A three-dimensional sequential coupled thermo-mechanical modelling is performed for multi-track, multi-layer deposition of Nickel-based superalloy, namely IN625; through laser powder bed fusion (LPBF) technique for real-time monitoring of the thermal response, cooling characteristics and in-process transformation in residual stress in successively built height. The maximum temperature of 1100 K is estimated at the top section, whereas 810 K is at the middle section during solidification. This spatial transition in temperature distribution over the same built structure is caused by differences in local cooling rates. The steel substrate/backing plate that was utilised demonstrated a heat sink effect and contributed to altering the cooling properties and residual stress behaviour in the lower portion of the fabricated built structure.
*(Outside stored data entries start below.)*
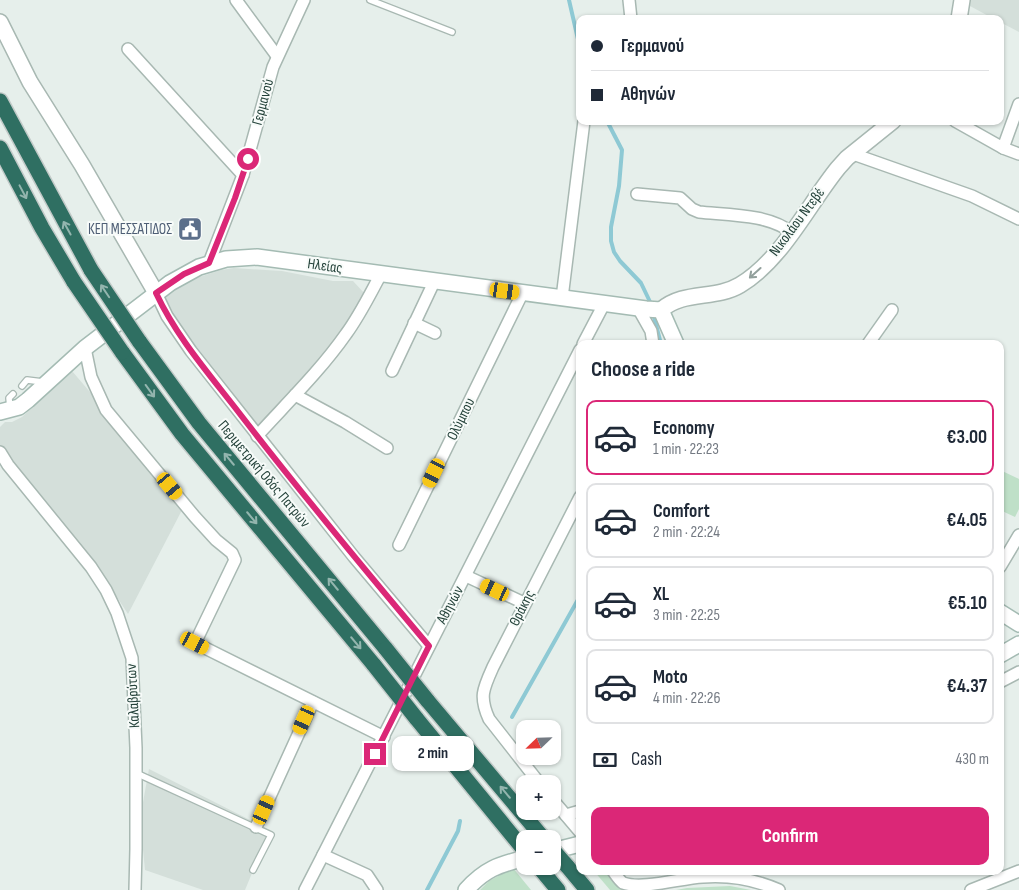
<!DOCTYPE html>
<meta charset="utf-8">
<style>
:root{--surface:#fff;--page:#f6f6f7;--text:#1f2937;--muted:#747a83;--line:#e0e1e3;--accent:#db2777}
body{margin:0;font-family:"Sofia Sans Condensed",sans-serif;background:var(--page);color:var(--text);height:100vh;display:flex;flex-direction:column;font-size:19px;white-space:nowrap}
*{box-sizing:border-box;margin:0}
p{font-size:16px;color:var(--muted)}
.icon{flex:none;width:28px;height:28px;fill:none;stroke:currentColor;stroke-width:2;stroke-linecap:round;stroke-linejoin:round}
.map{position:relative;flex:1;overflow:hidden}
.panel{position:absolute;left:576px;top:340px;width:428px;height:535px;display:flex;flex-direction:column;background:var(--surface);border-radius:10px;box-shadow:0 1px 4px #0004}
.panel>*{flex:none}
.top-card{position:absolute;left:576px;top:15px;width:428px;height:110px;border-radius:10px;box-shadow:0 1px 4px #0004;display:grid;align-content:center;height:110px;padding:0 15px;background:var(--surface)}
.needle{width:32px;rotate:247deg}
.tools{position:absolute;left:516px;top:720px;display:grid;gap:10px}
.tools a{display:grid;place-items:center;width:45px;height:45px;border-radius:10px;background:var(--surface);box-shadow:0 1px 4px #0004;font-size:25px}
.end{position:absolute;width:22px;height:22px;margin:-11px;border:6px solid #db2777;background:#fff;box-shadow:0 0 0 2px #fff}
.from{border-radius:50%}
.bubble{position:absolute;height:35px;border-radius:10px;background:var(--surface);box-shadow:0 1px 4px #0004;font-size:16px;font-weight:700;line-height:35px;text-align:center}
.car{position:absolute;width:15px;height:30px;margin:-15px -8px;border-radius:6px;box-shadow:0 0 4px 1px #0007;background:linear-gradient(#f5c518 24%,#345 0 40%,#f5c518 0 76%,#345 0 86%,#f5c518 0)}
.top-card b{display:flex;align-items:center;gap:18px;height:48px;font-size:19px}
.top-card b+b{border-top:1px solid var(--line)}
.top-card i{width:12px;height:12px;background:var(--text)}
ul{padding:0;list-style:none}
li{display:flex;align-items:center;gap:15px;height:75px;margin:0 10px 8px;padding:0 5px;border:2px solid var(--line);border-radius:10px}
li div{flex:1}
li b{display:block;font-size:19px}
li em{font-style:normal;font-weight:700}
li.selected{border-color:var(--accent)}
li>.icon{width:45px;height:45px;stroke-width:1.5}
h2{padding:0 15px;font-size:22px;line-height:60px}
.pay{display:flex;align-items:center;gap:12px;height:55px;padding:0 15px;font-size:19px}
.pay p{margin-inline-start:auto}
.primary-button{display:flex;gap:10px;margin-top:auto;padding:10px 15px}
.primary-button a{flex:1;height:58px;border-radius:10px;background:var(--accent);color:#fff;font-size:20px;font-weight:700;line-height:58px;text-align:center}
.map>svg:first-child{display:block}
.built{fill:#d4dfda}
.green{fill:#bfe0c8}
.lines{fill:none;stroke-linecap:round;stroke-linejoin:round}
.stream{stroke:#8ec9d4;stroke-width:4}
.service-casing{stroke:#a8b8b2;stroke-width:8}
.minor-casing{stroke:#a8b8b2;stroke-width:14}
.tertiary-casing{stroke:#a8b8b2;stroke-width:18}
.secondary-casing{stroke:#a4bbb3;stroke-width:18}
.motorway-casing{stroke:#c2cac8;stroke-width:18}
.service{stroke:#fff;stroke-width:5.5}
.minor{stroke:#fff;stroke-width:11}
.tertiary{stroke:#fff;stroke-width:15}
.secondary{stroke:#fff;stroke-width:15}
.motorway{stroke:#2f6f62;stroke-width:15}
.motorway-bridge-casing{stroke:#c2cac8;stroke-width:18;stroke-linecap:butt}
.motorway-bridge{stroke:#2f6f62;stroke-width:15}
.oneway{stroke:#93b5ae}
.oneway2{stroke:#92a09c}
.route{stroke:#db2777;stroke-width:6}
.labels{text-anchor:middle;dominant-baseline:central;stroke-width:4;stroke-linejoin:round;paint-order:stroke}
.street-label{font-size:15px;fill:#24423a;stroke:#f7fbf9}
.service-label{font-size:15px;fill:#4e5e75;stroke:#f7fbf9;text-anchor:end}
</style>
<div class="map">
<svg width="1019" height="890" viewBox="0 0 1019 890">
<rect width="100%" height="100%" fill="#e6efeb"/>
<!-- built -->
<g class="built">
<polygon points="971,0 1019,0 1019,32 1000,22 1000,19 994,19 970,6"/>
<polygon points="234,268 282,271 333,281 353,281 365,294 348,325 330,349 258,429 180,332 160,299 190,280 221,270"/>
<polygon points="72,371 95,398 182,510 128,614 100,571 0,449 0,427 5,422 12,422 22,417"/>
<polygon points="149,769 270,830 245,890 203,890 145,870 140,819"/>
</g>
<!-- green -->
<g class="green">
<polygon points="1000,470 1019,479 1019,509 1015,517 1000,510"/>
<polygon points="513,868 531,890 480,890 489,881"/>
<polygon points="594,871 604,871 623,890 610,890"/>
<polygon points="730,886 751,890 676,890 687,888"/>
</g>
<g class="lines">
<!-- stream -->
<g class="stream">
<polyline points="569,0 580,48"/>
<polyline points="607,121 622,150 619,186 611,227 611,241 614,252 620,261 641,283 652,306"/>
<polyline points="653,313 661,344"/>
<polyline points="512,717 580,596"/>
<polyline points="427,890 458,831 460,821"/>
</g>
<defs>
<g id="service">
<polyline points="370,0 452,32"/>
<polyline points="22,386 27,380 43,382"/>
<polyline points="10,408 9,398 13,394"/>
<polyline points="136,773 271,835 253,870"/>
</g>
<g id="minor">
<polyline points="236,0 277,56"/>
<polyline points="629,0 631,19"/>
<polyline points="128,49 243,175"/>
<polyline points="955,121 1003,148 1019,154"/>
<polyline points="1003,148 1019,104"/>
<polyline points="853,154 972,196 1019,219"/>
<path d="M637,194l43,4 12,11 7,3c28,3 71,2 93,21"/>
<polyline points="209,263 243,175 273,67 304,0"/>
<polyline points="156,293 167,316 191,351 354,557 429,646"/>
<polyline points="562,298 584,121"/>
<polyline points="638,308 651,331 653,344"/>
<polyline points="414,323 435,333"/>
<polyline points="583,344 604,304"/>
<polyline points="868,344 892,310"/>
<polyline points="85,348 91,377 106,410 195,517 216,540 232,553 235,560 195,643 384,737"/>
<polyline points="392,371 434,282"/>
<polyline points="295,395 345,422 387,448"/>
<path d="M257,436c30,-33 63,-65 89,-102 14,-19 24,-40 35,-60"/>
<polyline points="0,452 8,465 91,567 106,590 117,613 132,658 136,748 136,849 135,890"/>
<polyline points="399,545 522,294"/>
<polyline points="1000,567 1019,535"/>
<polyline points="466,576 524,603"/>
<polyline points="1000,682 1019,672"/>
<path d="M540,784l-51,-65c-10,-22 -6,-30 4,-52l87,-170"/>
<polyline points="552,799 580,832"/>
<polyline points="566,815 580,811"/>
<polyline points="256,827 313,702"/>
<path d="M613,871c3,4 6,9 10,12 20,7 58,-5 80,-6 26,-2 53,3 76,13"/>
<polyline points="305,890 323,855"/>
<polyline points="377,890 367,875 323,855 580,350"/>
<polyline points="971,890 1019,871"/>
</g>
<g id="tertiary">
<polyline points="959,19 962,0"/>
<polyline points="0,22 30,82 82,165 156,293"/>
<path d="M661,310c23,-20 54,-10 79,-25 42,-25 68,-80 98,-117l9,-10 46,-37"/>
</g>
<g id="secondary">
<polyline points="0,412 19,407 28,400 85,348 170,283 199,267 226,259 257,257 646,309 661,310 676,344"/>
<polyline points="1000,612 1019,624"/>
<polyline points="1000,655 1019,644"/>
<polyline points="552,851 580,844"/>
<path d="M466,890c19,-21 32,-25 59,-32"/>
</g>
<g id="motorway">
<polyline points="0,101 91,270"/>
<polyline points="0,148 42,228 74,282"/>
<polyline points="139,341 199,423 386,649"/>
<polyline points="122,352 182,434 374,665"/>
<polyline points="427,700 544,839"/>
<polyline points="416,718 525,851"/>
<polyline points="538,866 558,890"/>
<polyline points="567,866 587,890"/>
</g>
</defs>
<!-- service casing -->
<use href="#service" class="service-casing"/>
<!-- minor casing -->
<use href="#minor" class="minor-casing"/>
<!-- tertiary casing -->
<use href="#tertiary" class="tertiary-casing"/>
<!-- secondary casing -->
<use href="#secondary" class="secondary-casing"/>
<!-- motorway casing -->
<use href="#motorway" class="motorway-casing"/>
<!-- service -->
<use href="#service" class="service"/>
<!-- minor -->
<use href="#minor" class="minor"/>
<!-- tertiary -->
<use href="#tertiary" class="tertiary"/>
<!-- secondary -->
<use href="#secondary" class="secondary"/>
<!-- motorway -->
<use href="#motorway" class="motorway"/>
<defs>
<g id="motorway-bridge">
<polyline points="91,270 139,341"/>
<polyline points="74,282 122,352"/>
<polyline points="386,649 427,700"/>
<polyline points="374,665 416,718"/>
<polyline points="552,849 567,866"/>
</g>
</defs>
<!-- motorway-bridge casing -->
<use href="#motorway-bridge" class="motorway-bridge-casing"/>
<!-- motorway-bridge -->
<use href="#motorway-bridge" class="motorway-bridge"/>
</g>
<!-- one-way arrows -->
<defs><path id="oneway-shaft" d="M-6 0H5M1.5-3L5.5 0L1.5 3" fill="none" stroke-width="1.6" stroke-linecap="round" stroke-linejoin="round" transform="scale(1.25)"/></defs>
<g class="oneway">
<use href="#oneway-shaft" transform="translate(23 192) rotate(62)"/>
<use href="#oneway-shaft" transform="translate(67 228) rotate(-119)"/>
<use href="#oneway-shaft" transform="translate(105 291) rotate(-124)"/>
<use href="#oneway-shaft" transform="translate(150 391) rotate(54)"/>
<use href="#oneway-shaft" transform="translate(229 459) rotate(-130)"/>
<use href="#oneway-shaft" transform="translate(252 518) rotate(50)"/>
<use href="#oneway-shaft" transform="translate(333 584) rotate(-130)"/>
<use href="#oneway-shaft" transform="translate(356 643) rotate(50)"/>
<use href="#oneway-shaft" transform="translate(505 792) rotate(-130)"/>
</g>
<use class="oneway2" href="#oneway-shaft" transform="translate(755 273) rotate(138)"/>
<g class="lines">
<!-- route -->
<path class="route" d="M248,159l-13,39 -26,65 -25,11 -28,19c21,45 54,82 84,121 61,79 125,156 189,232l-54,108"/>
</g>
<!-- icons -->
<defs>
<symbol id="civic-square" viewBox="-11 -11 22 22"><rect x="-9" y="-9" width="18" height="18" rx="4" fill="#5c6f8a" stroke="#f7fbf9"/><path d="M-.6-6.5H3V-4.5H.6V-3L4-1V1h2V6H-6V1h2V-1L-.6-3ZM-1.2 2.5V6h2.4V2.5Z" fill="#fff"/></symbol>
</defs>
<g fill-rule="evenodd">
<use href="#civic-square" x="176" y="215" width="28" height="28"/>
</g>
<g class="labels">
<!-- street labels -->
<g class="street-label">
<text transform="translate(263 102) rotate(-75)">Γερμανού</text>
<text transform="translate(797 222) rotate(-53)">Νικολάου Ντεβέ</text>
<text transform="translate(325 266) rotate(8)">Ηλείας</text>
<text transform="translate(461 419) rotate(-64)">Ολύμπου</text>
<text transform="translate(264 474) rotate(50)">Περιμετρική Οδός Πατρών</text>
<text transform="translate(450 605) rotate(-62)">Αθηνών</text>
<text transform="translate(522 608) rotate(-63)">Θράκης</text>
<text transform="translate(133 696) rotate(-93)">Καλαβρύτων</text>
</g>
<!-- service labels -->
<g class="service-label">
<text x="172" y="229">ΚΕΠ ΜΕΣΣΑΤΙΔΟΣ</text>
</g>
</g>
</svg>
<div class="tools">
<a><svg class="needle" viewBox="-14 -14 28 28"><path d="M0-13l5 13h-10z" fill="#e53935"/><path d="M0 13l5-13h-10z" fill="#747a83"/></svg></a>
<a>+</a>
<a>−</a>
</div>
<i class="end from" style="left:248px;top:159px"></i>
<i class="end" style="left:375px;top:754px"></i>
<div class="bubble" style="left:392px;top:736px;width:82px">2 min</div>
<i class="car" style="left:505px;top:291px;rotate:98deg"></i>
<i class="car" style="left:434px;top:473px;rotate:206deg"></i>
<i class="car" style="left:170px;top:486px;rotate:140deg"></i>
<i class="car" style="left:495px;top:590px;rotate:295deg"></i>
<i class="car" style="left:195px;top:643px;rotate:117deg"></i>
<i class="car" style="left:304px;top:720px;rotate:204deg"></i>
<i class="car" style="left:264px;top:810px;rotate:24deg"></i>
<div class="top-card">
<b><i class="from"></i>Γερμανού</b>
<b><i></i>Αθηνών</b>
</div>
<section class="panel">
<h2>Choose a ride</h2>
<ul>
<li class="selected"><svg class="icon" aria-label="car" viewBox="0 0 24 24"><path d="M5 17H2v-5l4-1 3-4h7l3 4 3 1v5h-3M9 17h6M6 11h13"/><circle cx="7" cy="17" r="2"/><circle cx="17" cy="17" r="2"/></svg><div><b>Economy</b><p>1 min · 22:23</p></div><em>€3.00</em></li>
<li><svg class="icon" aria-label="car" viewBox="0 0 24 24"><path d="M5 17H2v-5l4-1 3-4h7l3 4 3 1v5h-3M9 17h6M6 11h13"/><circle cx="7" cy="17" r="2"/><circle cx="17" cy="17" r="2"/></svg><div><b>Comfort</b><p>2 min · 22:24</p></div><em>€4.05</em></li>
<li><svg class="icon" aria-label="car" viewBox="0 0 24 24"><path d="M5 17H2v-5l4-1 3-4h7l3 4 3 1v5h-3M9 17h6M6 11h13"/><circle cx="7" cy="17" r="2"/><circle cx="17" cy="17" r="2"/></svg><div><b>XL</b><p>3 min · 22:25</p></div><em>€5.10</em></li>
<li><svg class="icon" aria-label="car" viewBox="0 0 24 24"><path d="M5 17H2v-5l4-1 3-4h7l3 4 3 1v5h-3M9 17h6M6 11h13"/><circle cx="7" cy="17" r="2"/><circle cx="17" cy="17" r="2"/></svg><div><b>Moto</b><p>4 min · 22:26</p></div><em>€4.37</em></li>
</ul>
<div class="pay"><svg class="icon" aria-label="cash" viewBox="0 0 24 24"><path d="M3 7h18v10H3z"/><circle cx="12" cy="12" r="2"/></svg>Cash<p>430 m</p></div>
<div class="primary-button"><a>Confirm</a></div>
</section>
</div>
The conduction mode of heat transfer is found to be effective at the bottom section, while the propensity of convective mode is enhanced upon increasing the built height. Cooling rate is highly influenced by the temperature gradient, hence similar pattern is achieved for both solidification parameters during the deposition process. Tensile longitudinal (S11 303 MPa) and transverse (S22 455 MPa) residual stress is obtained at the location of 4.5 mm from the bottom side, compensated by compressive stress of 180 MPa, on the top and bottom side to maintain structural equilibrium. Reversal of stress field from tensile to compressive and vice-versa couldn’t happen at built (IN625)/substrate (Steel) interface probably due to insignificant difference in coefficient of thermal expansion, i.e., 10 – 12 10-6 /K for both alloys.